Hay quien, acerca del apagón informativo, ha querido encontrar contradicción en lo dicho por Butragueño ("Es la postura tomada por el cuadro técnico y el vestuario") y lo expuesto por Mourinho ("No soy el responsable del silencio") cuando no la hay. Enrique Marqués lo explicó fenomenalmente bien anoche en Futboleros: Mourinho decide que ni él ni sus ayudantes van a hablar y, después, también lo deciden los jugadores; Mourinho, pues, es responsable de su silencio, del que mantienen él y Rui Faría o Karanka, pero no del silencio de Casillas o Cristiano porque en ningún caso él les ha dicho que no hablen con la prensa. Mourinho habría mentido si hubiera dicho que él no era responsable de su silencio o lo habría hecho Butragueño si hubiera dicho que el responsable del silencio era el cuadro técnico, pero no fue así. De todas formas, y en lo referente a la plantilla, parece que todo se va a solucionar en breve y volverán a hablar con los medios.

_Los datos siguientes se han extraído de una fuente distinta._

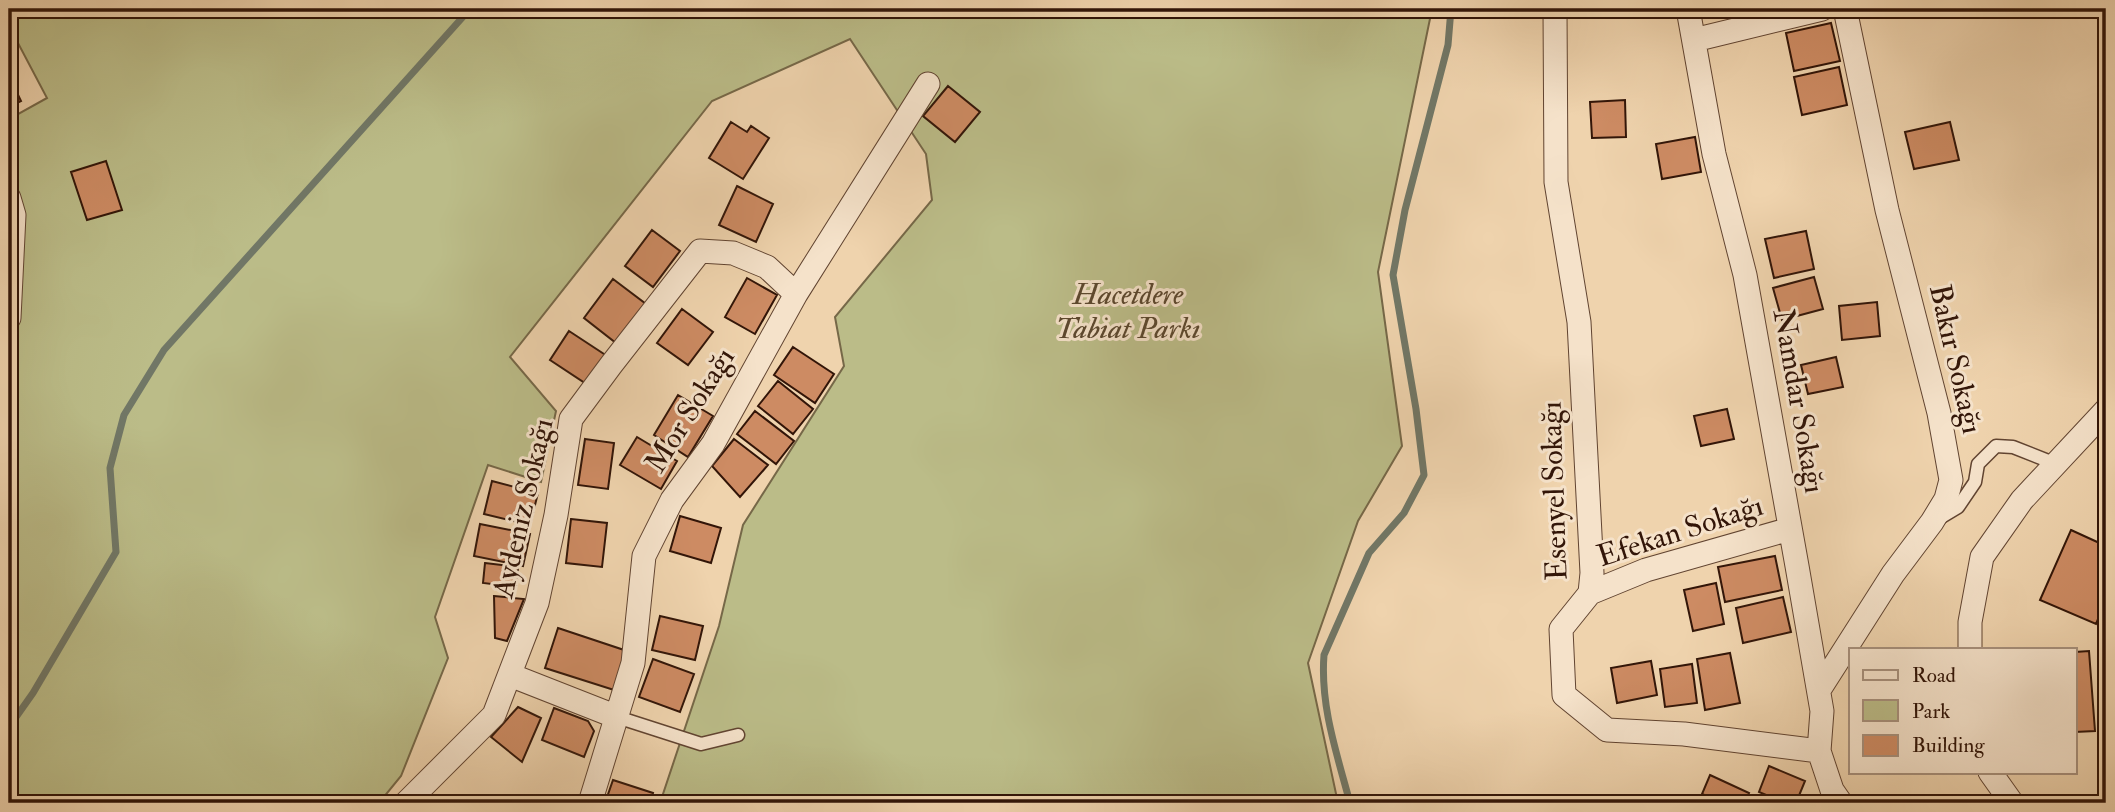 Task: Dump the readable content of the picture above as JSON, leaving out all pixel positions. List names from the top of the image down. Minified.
{"streets":{"street":["Bakır Sokağı","Namdar Sokağı","Mor Sokağı","Esenyel Sokağı","Aydeniz Sokağı","Efekan Sokağı"]},"crossings":[["Bakır Sokağı","Namdar Sokağı"],["Namdar Sokağı","Esenyel Sokağı"],["Namdar Sokağı","Efekan Sokağı"],["Mor Sokağı","Aydeniz Sokağı"],["Esenyel Sokağı","Efekan Sokağı"]],"parks":["Hacetdere Tabiat Parkı"],"legend":["Road","Park","Building"]} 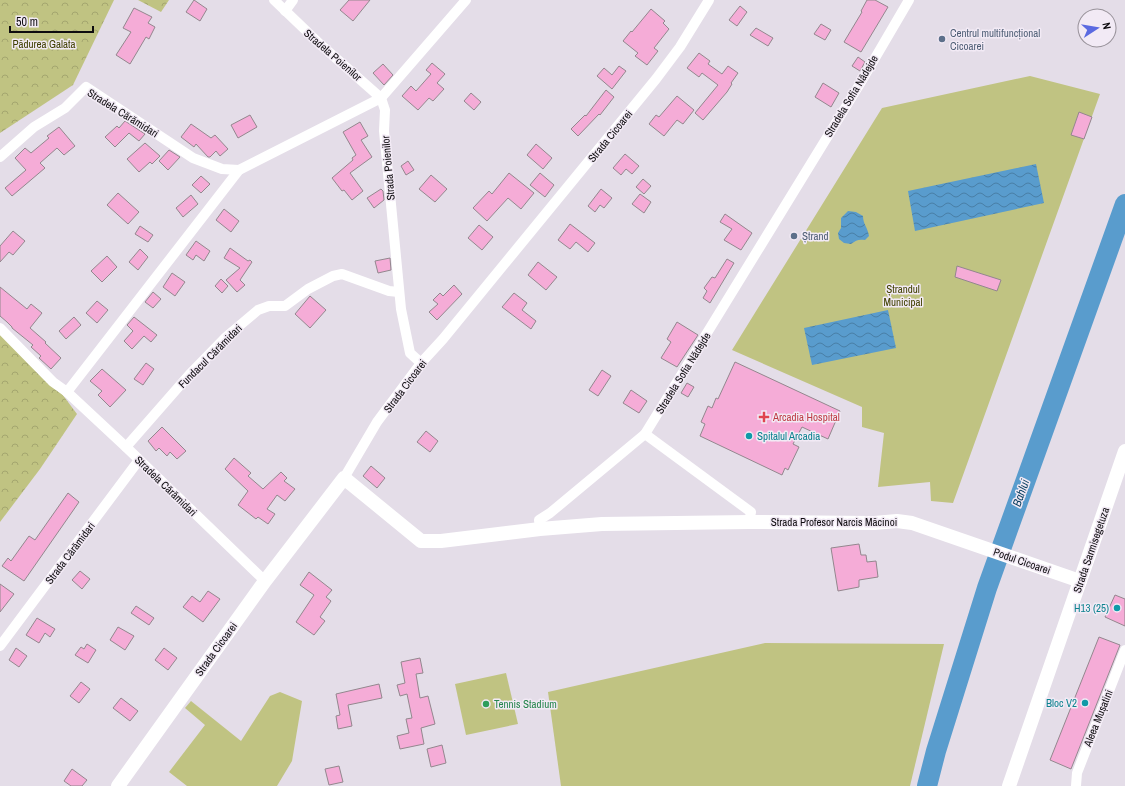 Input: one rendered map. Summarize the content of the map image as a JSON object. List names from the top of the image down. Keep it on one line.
{"streets":{"street":["Stradela Poienilor","Stradela Sofia Nădejde","Stradela Cărămidari","Strada Cicoarei","Strada Poienilor","Fundacul Cărămidari","Strada Profesor Narcis Măcinoi","Strada Sarmisegetuza","Strada Cărămidari","Podul Cicoarei","Aleea Mușatini"]},"crossings":[["Stradela Poienilor","Strada Poienilor"],["Stradela Sofia Nădejde","Strada Profesor Narcis Măcinoi"],["Stradela Cărămidari","Strada Cicoarei"],["Stradela Cărămidari","Fundacul Cărămidari"],["Stradela Cărămidari","Strada Cărămidari"],["Strada Cicoarei","Strada Poienilor"],["Strada Poienilor","Fundacul Cărămidari"],["Strada Profesor Narcis Măcinoi","Podul Cicoarei"],["Strada Sarmisegetuza","Podul Cicoarei"]],"water":["Bahlui"],"parks":["Pădurea Galata","Ștrandul Municipal"],"places":{"other":["Centrul multifuncțional Cicoarei","Ștrand","Spitalul Arcadia","H13 (25)","Bloc V2","Tennis Stadium"],"health":["Arcadia Hospital"]},"scale_bar":"50 m","north":"right"} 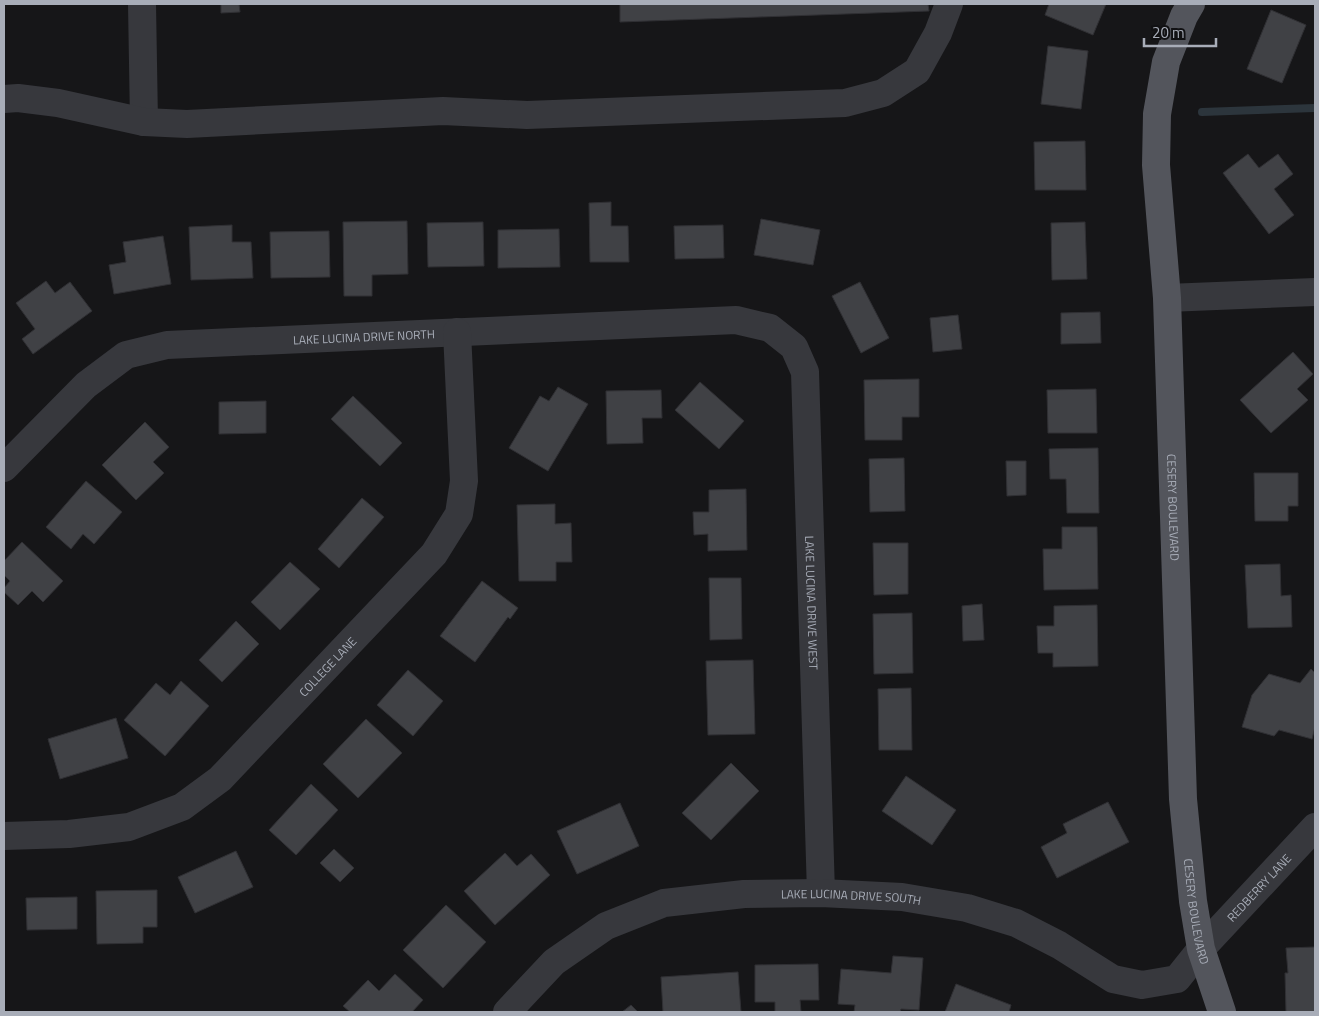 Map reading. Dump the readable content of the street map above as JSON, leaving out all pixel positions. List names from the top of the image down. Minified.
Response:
{"streets":{"main road":["CESERY BOULEVARD"],"street":["LAKE LUCINA DRIVE NORTH","LAKE LUCINA DRIVE WEST","COLLEGE LANE","REDBERRY LANE","LAKE LUCINA DRIVE SOUTH"]},"crossings":[["LAKE LUCINA DRIVE NORTH","LAKE LUCINA DRIVE WEST"],["LAKE LUCINA DRIVE NORTH","COLLEGE LANE"],["CESERY BOULEVARD","REDBERRY LANE"],["CESERY BOULEVARD","LAKE LUCINA DRIVE SOUTH"],["LAKE LUCINA DRIVE WEST","LAKE LUCINA DRIVE SOUTH"],["REDBERRY LANE","LAKE LUCINA DRIVE SOUTH"]],"scale_bar":"20 m"} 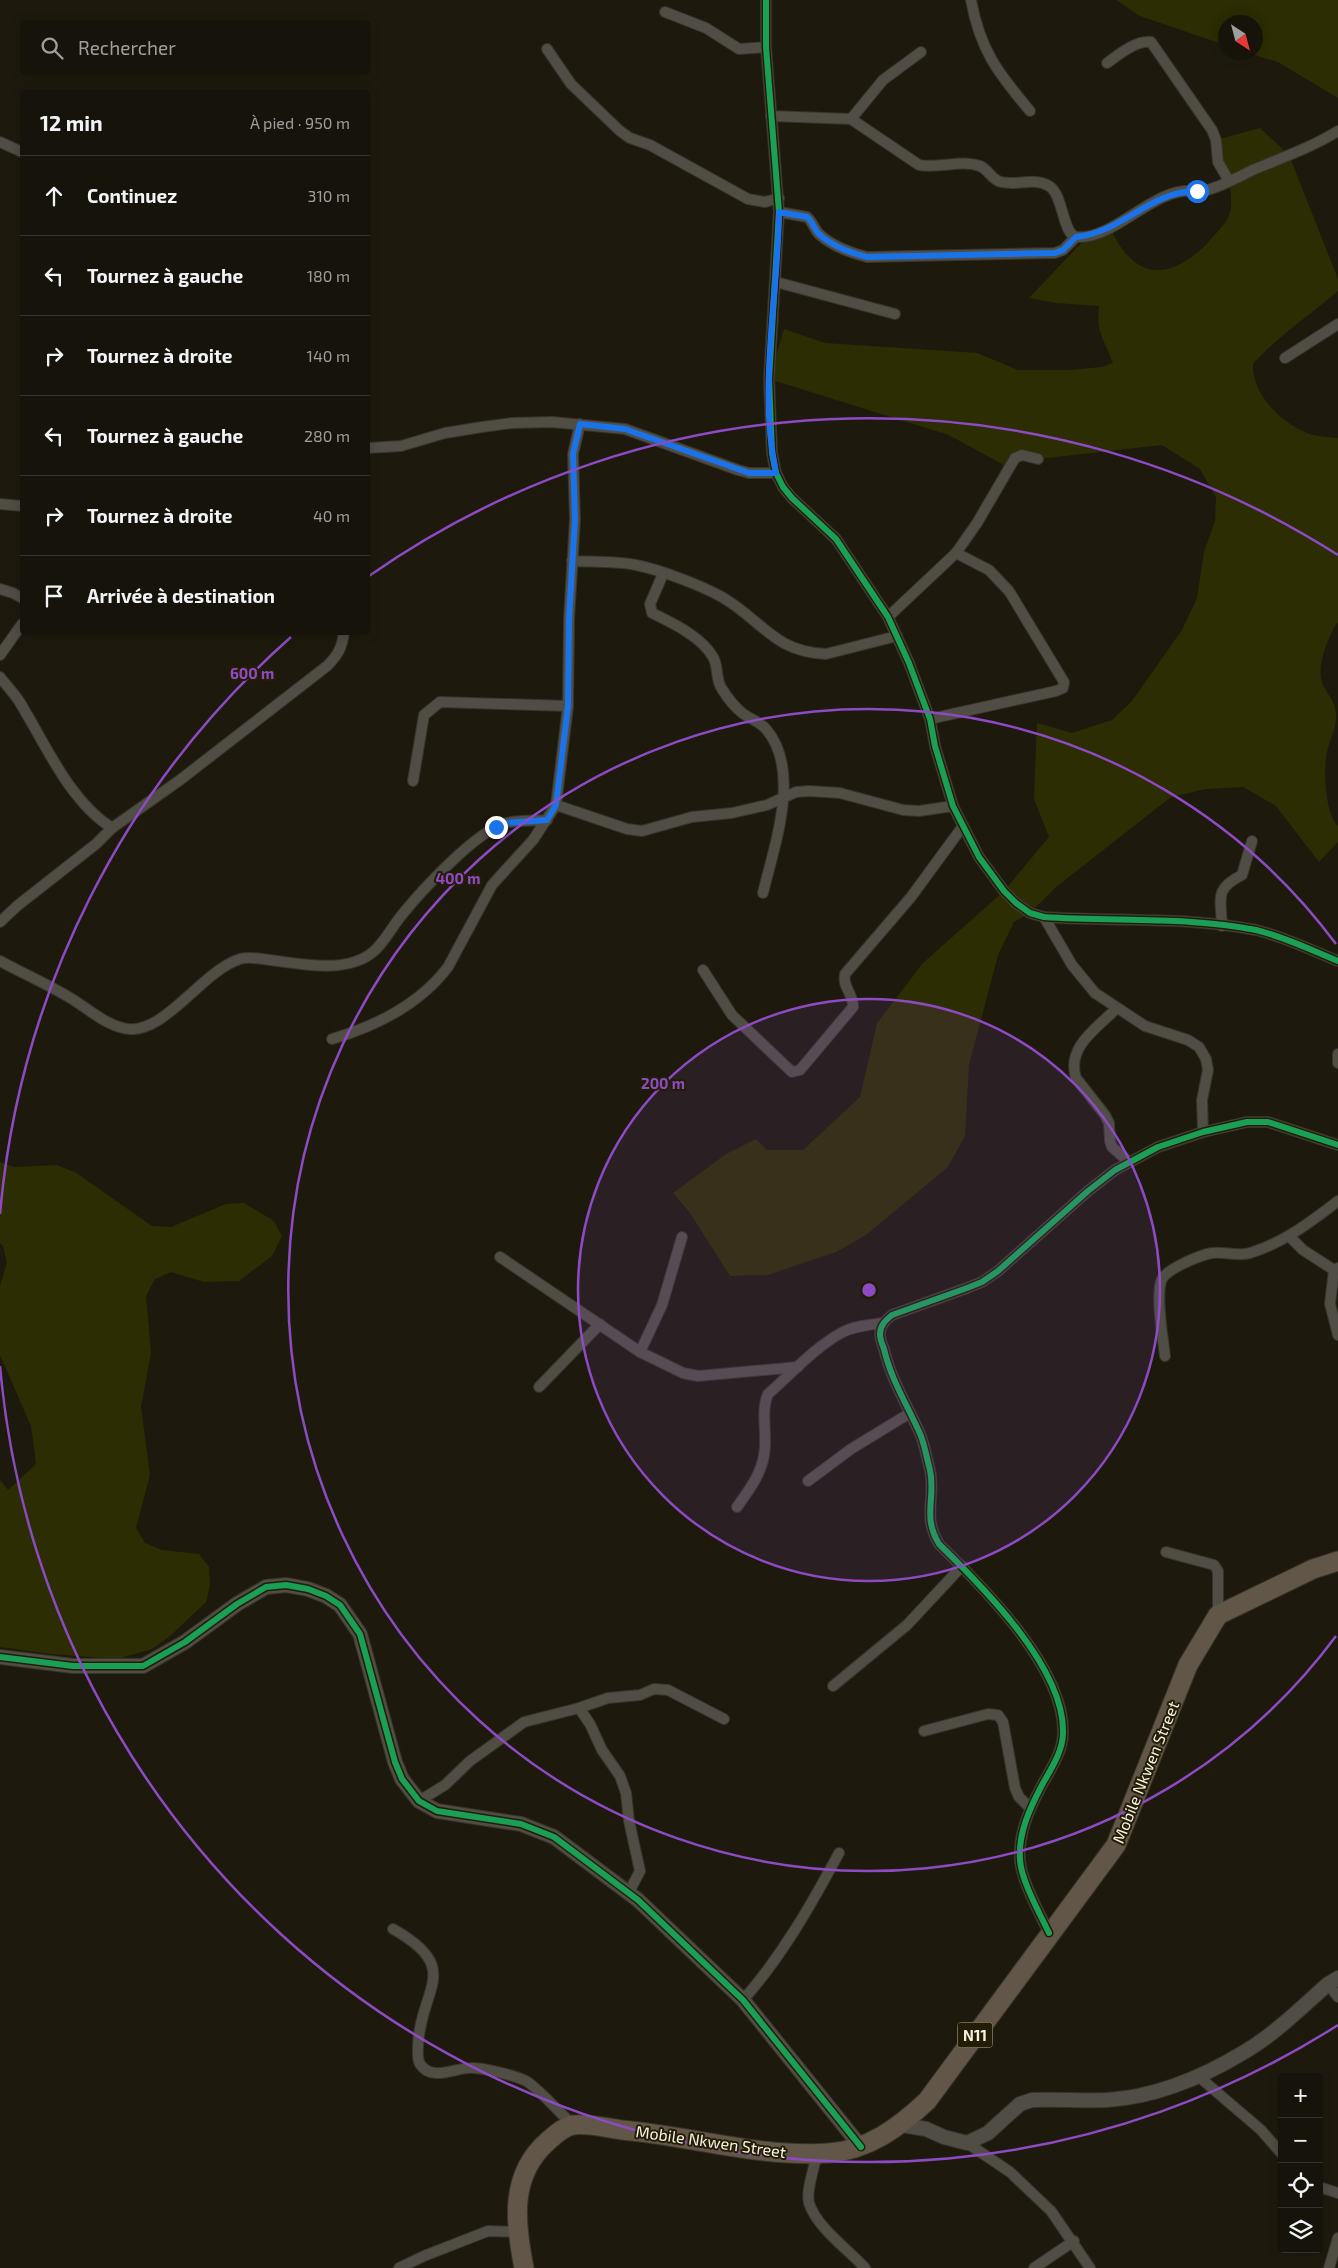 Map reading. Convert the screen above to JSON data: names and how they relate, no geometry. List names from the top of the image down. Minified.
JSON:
{"streets":{"highway":["Mobile Nkwen Street","N11"]},"north":"bottom right","page":{"search":"Rechercher","heading":["12 min","À pied · 950 m"],"list":[["Continuez","310 m"],["Tournez à gauche","180 m"],["Tournez à droite","140 m"],["Tournez à gauche","280 m"],["Tournez à droite","40 m"],"Arrivée à destination"],"map_buttons":["+","−"]},"rings":["600 m","400 m","200 m"]} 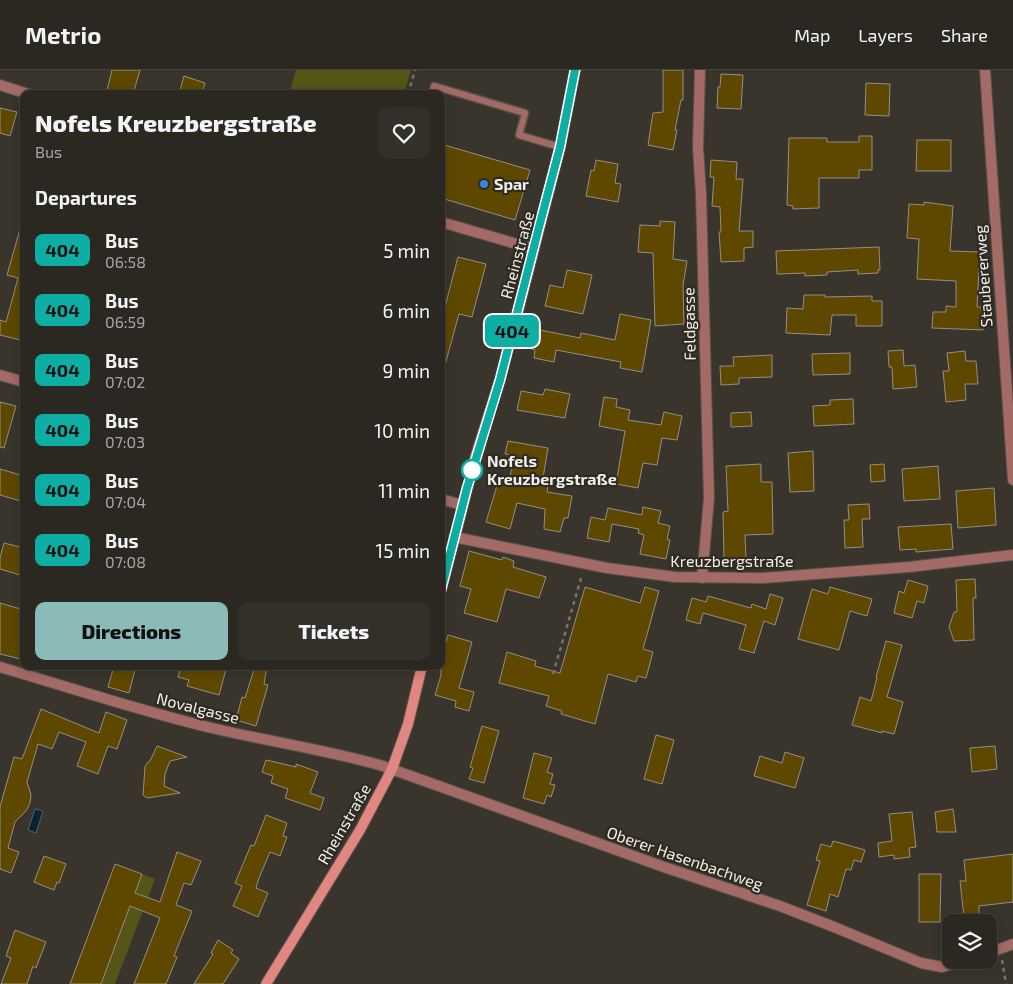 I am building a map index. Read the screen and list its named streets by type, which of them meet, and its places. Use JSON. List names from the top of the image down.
{
  "streets": {
    "main road": ["Rheinstraße"],
    "street": [
      "Staubererweg",
      "Feldgasse",
      "Kreuzbergstraße",
      "Novalgasse",
      "Oberer Hasenbachweg"
    ]
  },
  "crossings": [
    ["Rheinstraße", "Kreuzbergstraße"],
    ["Rheinstraße", "Novalgasse"],
    ["Rheinstraße", "Oberer Hasenbachweg"],
    ["Feldgasse", "Kreuzbergstraße"],
    ["Novalgasse", "Oberer Hasenbachweg"]
  ],
  "places": ["Spar", "Nofels Kreuzbergstraße"],
  "lines": ["bus line 404"],
  "page": {
    "header": "Metrio",
    "nav": ["Map", "Layers", "Share"],
    "on_map": "404",
    "heading": [
      ["Nofels Kreuzbergstraße", "Bus"],
      "Departures"
    ],
    "list": [
      {
        "mark": "404",
        "name": "Bus",
        "note": "06:58",
        "value": "5 min"
      },
      {
        "mark": "404",
        "name": "Bus",
        "note": "06:59",
        "value": "6 min"
      },
      {
        "mark": "404",
        "name": "Bus",
        "note": "07:02",
        "value": "9 min"
      },
      {
        "mark": "404",
        "name": "Bus",
        "note": "07:03",
        "value": "10 min"
      },
      {
        "mark": "404",
        "name": "Bus",
        "note": "07:04",
        "value": "11 min"
      },
      {
        "mark": "404",
        "name": "Bus",
        "note": "07:08",
        "value": "15 min"
      }
    ],
    "buttons": ["Directions", "Tickets"]
  }
}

Según me cuentan, antes de la rueda de prensa de ayer se dijo que sólo se atenderían preguntas sobre la Champions. Yo, como periodista, puedo o no estar de acuerdo con esa exigencia: supongo que, si estoy de acuerdo, preguntaré por el once titular, el estado del terreno de juego, el potencial del rival... Y, si no lo estoy, puedo decirlo en voz alta y largarme de la sala de prensa. Mourinho no se levantó ayer después de la primera pregunta sobre el silencio, ni después de la segunda sino después de unas cuantas. ¿Me gusta ver al entrenador del Real Madrid levantándose así?... No me gusta ni un pelo, pero puedo entender que él se sienta traicionado si, como decía antes, al parecer se dejó claro que sólo se respondería a preguntas sobre la Champions. Espero haberme explicado. Ojalá hoy el equipo hable sobre el campo, que es lo que quieren los aficionados. Pero que a Carlos Boyero, que llamó "nazi portugués" a Mourinho, no le extrañe si no le cogen el teléfono en casa del entrenador portugués, lo mismo le ha molestado que le comparen con Hitler.